● **Exercise requirements**
Take the lines below between the one holding "const shape = rows" and the one holding "g.lineWidth = 4;", inclusive, and copy them exactly. Add nothing.

▬▬▬▬▬▬▬▬▬▬

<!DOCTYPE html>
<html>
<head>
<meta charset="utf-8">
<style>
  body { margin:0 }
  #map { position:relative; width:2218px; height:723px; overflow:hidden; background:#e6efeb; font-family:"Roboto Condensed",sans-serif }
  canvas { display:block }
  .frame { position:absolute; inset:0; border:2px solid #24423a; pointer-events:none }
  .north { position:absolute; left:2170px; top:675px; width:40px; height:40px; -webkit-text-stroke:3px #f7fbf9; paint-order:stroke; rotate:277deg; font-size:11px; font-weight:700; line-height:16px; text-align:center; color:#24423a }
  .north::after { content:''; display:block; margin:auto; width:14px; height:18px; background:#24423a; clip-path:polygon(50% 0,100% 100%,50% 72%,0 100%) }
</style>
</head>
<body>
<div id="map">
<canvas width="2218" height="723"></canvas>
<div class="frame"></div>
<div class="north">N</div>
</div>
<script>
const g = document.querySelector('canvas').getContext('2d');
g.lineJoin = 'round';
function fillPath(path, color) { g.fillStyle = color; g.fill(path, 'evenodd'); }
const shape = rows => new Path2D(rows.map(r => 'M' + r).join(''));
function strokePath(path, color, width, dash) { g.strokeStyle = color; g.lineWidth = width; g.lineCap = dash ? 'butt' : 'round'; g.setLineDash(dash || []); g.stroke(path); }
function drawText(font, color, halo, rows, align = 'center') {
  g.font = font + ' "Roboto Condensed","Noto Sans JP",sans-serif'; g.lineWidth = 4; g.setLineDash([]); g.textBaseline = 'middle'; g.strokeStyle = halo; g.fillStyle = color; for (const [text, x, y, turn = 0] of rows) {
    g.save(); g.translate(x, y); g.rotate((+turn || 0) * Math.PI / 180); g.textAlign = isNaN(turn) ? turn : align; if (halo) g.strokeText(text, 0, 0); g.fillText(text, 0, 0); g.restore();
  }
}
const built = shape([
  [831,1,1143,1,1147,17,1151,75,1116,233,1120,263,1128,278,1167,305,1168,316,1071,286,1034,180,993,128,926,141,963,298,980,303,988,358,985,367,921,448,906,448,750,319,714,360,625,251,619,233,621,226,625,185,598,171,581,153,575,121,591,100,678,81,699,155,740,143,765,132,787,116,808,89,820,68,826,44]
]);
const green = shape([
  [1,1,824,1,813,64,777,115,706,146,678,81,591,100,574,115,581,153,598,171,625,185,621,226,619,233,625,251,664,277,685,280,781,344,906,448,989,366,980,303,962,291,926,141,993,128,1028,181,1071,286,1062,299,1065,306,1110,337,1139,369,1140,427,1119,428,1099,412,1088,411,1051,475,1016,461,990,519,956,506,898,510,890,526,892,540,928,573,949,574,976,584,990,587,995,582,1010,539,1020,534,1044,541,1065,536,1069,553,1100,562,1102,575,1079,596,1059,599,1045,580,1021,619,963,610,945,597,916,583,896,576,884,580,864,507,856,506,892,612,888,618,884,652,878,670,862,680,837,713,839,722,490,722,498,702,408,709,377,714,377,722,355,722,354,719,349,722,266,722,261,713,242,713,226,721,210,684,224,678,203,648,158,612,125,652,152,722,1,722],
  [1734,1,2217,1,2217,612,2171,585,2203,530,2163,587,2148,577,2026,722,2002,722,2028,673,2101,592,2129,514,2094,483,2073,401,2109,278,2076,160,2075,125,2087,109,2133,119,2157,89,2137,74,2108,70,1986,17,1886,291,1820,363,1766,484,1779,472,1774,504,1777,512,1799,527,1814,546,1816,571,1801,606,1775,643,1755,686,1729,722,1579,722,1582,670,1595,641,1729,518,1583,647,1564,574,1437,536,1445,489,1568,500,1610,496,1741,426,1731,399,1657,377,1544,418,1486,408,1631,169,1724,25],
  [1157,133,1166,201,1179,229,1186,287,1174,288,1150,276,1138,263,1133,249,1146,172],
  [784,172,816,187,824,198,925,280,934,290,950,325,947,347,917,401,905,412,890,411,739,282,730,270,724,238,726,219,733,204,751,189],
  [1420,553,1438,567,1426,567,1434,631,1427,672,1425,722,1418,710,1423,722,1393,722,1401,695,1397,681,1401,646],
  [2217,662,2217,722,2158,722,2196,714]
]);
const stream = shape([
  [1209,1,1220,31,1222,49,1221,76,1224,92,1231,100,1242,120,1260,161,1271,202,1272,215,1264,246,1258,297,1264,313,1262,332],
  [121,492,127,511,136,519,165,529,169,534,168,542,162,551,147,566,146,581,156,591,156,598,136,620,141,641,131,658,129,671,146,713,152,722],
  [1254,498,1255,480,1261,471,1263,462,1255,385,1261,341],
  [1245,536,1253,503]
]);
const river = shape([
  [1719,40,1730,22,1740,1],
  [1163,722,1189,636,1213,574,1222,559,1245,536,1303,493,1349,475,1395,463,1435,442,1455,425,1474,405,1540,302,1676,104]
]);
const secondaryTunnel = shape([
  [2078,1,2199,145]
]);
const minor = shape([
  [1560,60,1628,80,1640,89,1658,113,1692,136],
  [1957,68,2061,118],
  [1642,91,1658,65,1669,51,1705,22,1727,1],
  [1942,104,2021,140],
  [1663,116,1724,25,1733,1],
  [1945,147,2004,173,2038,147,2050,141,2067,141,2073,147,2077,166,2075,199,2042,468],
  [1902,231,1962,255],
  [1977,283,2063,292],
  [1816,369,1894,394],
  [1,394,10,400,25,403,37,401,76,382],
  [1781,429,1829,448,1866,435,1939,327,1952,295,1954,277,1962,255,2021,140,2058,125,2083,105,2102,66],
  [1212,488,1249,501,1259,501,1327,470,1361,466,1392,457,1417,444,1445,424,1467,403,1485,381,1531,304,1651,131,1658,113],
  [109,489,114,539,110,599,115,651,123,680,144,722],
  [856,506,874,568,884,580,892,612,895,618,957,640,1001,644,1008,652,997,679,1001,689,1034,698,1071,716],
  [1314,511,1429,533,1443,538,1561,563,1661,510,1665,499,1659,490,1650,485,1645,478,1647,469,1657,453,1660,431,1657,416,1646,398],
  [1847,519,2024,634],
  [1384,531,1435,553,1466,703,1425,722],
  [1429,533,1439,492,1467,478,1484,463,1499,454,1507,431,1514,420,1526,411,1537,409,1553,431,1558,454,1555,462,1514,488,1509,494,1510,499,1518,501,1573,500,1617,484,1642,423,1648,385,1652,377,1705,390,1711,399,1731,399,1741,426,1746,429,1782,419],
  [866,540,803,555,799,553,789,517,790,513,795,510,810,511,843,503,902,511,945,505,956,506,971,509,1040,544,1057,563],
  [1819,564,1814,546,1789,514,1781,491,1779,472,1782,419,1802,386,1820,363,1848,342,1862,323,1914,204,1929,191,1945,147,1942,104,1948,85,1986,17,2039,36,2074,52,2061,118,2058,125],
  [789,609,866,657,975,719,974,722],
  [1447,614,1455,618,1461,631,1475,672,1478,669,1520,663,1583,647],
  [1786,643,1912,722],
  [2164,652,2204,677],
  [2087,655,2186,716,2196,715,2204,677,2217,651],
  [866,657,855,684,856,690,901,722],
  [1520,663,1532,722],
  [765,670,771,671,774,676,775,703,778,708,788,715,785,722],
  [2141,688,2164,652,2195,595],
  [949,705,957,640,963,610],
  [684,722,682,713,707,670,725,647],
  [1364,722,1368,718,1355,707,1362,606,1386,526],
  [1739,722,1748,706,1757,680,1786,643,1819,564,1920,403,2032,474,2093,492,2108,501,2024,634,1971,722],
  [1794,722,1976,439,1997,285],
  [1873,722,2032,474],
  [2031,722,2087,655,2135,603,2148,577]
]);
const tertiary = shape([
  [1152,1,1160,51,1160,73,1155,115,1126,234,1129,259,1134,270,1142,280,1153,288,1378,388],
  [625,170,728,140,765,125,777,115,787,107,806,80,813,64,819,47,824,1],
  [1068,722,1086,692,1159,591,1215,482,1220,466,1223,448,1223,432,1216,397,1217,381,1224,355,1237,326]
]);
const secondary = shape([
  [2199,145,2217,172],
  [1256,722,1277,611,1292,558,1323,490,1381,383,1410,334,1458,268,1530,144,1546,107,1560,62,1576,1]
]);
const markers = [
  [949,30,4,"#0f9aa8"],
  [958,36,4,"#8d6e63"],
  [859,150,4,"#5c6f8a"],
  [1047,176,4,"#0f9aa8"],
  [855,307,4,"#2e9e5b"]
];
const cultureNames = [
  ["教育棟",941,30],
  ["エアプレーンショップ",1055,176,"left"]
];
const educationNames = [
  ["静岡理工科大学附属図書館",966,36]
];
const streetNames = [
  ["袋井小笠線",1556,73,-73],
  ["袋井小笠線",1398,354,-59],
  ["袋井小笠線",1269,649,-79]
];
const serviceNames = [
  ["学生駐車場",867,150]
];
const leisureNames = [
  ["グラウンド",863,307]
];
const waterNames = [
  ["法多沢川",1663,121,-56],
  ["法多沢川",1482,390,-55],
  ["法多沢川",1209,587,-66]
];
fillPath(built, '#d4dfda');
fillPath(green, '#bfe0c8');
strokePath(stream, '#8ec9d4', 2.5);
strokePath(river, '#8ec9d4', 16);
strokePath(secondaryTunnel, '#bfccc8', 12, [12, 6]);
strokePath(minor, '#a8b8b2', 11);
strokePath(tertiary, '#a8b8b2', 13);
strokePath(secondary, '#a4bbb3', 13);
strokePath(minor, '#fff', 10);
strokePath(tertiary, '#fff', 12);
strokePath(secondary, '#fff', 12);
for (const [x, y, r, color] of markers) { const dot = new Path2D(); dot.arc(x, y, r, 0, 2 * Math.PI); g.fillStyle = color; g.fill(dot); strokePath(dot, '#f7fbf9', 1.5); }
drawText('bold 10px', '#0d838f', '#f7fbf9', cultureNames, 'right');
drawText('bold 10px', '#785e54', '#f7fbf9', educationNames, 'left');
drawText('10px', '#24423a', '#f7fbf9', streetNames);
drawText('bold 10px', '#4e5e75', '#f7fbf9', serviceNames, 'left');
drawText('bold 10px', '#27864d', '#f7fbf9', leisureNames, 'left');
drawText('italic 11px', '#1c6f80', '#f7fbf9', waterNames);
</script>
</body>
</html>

▬▬▬▬▬▬▬▬▬▬

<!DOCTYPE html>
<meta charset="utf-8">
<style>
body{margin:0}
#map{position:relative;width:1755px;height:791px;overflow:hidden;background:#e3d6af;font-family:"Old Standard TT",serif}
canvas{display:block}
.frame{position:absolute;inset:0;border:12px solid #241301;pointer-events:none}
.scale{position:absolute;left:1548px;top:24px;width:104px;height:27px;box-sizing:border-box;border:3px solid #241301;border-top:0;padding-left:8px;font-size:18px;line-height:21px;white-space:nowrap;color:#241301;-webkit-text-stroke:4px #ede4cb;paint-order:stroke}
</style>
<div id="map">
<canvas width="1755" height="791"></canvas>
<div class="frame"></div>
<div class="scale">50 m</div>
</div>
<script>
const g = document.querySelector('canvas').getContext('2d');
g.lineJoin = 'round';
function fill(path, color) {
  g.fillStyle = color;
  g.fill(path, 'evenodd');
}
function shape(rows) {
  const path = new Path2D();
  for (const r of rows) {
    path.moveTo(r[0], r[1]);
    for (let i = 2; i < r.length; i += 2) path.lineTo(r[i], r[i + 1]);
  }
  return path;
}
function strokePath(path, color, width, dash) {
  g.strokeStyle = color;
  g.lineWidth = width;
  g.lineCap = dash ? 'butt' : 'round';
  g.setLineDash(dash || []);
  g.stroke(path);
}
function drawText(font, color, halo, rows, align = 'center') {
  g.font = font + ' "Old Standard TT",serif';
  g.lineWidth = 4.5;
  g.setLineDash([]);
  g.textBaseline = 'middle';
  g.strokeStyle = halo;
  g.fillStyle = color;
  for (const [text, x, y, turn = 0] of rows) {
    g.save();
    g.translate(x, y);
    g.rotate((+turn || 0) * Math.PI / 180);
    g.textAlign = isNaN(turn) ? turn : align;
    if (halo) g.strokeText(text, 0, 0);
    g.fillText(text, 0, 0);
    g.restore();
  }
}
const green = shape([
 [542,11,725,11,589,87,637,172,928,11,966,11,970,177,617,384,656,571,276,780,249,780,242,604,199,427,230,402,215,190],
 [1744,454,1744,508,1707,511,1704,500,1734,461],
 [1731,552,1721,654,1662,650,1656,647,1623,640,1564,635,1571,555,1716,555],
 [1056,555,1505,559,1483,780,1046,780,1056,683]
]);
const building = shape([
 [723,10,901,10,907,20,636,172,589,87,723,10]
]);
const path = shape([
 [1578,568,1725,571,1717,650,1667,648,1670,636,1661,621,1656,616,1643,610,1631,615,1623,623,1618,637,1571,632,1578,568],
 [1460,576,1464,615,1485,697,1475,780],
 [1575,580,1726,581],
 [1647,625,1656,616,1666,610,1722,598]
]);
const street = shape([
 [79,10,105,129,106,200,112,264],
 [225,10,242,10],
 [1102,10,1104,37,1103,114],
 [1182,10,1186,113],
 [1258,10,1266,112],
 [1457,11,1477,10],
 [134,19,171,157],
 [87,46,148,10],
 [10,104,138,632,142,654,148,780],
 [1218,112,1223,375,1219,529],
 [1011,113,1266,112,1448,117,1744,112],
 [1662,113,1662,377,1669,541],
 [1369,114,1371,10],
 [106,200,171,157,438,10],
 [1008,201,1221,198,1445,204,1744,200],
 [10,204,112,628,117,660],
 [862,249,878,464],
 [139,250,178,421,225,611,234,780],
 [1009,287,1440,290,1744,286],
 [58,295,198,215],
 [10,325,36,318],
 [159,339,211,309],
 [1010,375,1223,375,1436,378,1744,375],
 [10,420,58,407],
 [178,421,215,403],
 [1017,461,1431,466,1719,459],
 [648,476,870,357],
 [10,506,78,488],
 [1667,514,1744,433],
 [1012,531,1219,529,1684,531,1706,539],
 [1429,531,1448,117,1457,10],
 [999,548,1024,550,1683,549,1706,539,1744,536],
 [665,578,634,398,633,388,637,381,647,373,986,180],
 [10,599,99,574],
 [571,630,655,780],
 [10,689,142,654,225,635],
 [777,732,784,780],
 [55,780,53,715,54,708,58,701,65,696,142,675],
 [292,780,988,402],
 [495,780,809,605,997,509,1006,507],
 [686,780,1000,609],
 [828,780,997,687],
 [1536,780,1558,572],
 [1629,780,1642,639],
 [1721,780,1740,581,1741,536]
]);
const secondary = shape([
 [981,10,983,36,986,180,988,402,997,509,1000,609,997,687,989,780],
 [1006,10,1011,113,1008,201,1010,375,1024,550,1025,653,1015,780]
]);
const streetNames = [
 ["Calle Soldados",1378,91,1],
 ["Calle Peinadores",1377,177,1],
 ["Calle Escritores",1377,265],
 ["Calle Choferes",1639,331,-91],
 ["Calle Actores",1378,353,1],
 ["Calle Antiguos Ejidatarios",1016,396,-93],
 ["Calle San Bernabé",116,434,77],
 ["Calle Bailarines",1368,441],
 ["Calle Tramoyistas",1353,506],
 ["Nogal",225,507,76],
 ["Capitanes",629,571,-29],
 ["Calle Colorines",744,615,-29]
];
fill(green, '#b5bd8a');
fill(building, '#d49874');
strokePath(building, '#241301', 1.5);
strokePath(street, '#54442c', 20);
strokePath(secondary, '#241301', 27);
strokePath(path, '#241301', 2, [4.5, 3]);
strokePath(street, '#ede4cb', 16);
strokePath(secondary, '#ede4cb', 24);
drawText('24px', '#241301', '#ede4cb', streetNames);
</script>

▬▬▬▬▬▬▬▬▬▬

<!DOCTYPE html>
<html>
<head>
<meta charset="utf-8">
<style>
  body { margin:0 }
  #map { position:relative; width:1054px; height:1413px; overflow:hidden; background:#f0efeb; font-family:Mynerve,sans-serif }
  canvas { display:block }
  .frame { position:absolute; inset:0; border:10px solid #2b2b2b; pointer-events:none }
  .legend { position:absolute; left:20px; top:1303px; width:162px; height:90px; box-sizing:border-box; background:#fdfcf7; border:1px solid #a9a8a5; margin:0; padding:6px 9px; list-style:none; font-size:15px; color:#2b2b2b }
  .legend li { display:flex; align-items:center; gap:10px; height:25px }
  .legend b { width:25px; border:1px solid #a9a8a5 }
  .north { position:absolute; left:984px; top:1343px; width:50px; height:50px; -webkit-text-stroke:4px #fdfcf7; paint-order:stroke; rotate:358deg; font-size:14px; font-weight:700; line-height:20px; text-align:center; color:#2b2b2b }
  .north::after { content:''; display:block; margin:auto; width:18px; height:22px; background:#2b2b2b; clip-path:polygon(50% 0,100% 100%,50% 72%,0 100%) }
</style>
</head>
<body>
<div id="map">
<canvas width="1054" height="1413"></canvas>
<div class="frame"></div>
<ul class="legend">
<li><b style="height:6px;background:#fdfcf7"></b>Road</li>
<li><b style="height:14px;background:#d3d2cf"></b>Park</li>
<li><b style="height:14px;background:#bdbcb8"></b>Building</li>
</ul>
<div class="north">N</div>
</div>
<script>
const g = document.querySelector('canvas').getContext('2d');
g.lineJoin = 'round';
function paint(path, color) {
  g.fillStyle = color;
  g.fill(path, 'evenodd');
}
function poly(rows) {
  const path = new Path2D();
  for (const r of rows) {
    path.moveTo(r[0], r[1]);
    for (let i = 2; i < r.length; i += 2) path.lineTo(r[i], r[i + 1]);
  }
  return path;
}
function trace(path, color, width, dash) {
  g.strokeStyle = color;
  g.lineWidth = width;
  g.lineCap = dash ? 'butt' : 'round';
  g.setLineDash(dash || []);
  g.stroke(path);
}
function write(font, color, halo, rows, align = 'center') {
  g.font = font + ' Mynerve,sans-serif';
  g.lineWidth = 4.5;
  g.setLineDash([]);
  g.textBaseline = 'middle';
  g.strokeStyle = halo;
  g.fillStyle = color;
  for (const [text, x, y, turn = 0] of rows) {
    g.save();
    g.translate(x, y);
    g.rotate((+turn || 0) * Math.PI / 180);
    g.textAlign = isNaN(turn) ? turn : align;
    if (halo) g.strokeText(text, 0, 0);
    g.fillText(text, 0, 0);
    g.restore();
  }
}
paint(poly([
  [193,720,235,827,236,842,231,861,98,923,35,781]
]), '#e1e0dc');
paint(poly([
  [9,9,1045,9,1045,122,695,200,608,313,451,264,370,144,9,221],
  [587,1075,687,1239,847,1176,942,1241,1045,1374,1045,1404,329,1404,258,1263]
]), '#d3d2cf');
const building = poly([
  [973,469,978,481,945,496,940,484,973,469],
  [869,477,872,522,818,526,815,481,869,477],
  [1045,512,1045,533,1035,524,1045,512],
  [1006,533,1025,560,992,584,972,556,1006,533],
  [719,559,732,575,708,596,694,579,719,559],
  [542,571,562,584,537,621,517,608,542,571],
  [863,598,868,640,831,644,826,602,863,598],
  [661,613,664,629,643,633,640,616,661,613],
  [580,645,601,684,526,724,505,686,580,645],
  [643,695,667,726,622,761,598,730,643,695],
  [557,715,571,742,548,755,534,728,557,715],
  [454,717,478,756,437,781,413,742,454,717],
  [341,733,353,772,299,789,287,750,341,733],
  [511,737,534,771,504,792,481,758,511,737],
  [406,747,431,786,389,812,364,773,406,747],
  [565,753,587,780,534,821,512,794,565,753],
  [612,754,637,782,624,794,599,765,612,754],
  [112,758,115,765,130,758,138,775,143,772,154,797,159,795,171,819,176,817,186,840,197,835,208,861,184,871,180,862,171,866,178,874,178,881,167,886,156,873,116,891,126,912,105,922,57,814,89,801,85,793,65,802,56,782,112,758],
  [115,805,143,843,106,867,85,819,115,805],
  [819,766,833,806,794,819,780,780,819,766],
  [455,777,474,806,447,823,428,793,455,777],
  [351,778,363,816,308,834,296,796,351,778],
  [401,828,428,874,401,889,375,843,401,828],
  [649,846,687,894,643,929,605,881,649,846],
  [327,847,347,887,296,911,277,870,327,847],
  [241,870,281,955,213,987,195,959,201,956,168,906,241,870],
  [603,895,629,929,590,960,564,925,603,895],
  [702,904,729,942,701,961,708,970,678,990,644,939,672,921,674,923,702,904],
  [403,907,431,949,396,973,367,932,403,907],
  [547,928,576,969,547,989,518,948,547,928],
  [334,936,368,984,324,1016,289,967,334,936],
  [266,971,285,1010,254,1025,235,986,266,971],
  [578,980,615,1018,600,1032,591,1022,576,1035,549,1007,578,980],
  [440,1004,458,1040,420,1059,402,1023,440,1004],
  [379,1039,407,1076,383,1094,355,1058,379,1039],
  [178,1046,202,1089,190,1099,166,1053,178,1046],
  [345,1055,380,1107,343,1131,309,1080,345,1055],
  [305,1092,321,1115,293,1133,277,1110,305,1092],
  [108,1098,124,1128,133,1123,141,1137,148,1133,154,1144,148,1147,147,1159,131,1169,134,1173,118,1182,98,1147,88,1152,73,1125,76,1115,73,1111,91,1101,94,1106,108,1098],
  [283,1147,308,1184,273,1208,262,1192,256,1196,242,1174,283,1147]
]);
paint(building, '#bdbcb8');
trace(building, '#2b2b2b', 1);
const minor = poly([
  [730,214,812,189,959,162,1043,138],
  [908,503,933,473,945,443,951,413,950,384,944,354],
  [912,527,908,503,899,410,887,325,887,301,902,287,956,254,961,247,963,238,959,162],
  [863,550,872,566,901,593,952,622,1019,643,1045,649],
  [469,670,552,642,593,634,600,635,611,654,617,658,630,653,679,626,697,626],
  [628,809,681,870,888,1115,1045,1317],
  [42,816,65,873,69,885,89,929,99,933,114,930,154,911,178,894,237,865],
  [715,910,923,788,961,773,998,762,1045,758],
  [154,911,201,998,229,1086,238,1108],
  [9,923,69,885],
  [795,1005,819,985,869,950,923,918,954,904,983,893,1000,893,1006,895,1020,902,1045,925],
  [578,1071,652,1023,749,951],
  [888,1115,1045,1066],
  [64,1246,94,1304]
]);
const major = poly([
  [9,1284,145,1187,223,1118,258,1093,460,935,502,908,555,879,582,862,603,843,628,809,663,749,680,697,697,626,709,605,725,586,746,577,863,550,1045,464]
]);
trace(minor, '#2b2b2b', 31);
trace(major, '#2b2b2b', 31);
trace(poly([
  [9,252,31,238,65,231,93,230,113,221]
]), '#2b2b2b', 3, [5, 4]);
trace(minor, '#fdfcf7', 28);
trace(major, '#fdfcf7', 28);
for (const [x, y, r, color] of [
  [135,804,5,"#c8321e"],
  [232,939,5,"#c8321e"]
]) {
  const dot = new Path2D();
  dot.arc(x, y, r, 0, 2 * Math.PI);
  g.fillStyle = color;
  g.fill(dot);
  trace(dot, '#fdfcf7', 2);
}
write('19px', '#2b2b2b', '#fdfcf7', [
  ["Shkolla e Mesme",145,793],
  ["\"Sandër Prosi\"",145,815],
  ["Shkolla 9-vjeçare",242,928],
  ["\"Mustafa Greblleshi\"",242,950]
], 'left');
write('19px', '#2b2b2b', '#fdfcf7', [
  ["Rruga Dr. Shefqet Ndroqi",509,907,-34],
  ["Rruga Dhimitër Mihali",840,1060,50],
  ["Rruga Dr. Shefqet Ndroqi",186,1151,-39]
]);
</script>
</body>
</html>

▬▬▬▬▬▬▬▬▬▬

● **Answer box**
const shape = rows => new Path2D(rows.map(r => 'M' + r).join(''));
function strokePath(path, color, width, dash) { g.strokeStyle = color; g.lineWidth = width; g.lineCap = dash ? 'butt' : 'round'; g.setLineDash(dash || []); g.stroke(path); }
function drawText(font, color, halo, rows, align = 'center') {
  g.font = font + ' "Roboto Condensed","Noto Sans JP",sans-serif'; g.lineWidth = 4; g.setLineDash([]); g.textBaseline = 'middle'; g.strokeStyle = halo; g.fillStyle = color; for (const [text, x, y, turn = 0] of rows) {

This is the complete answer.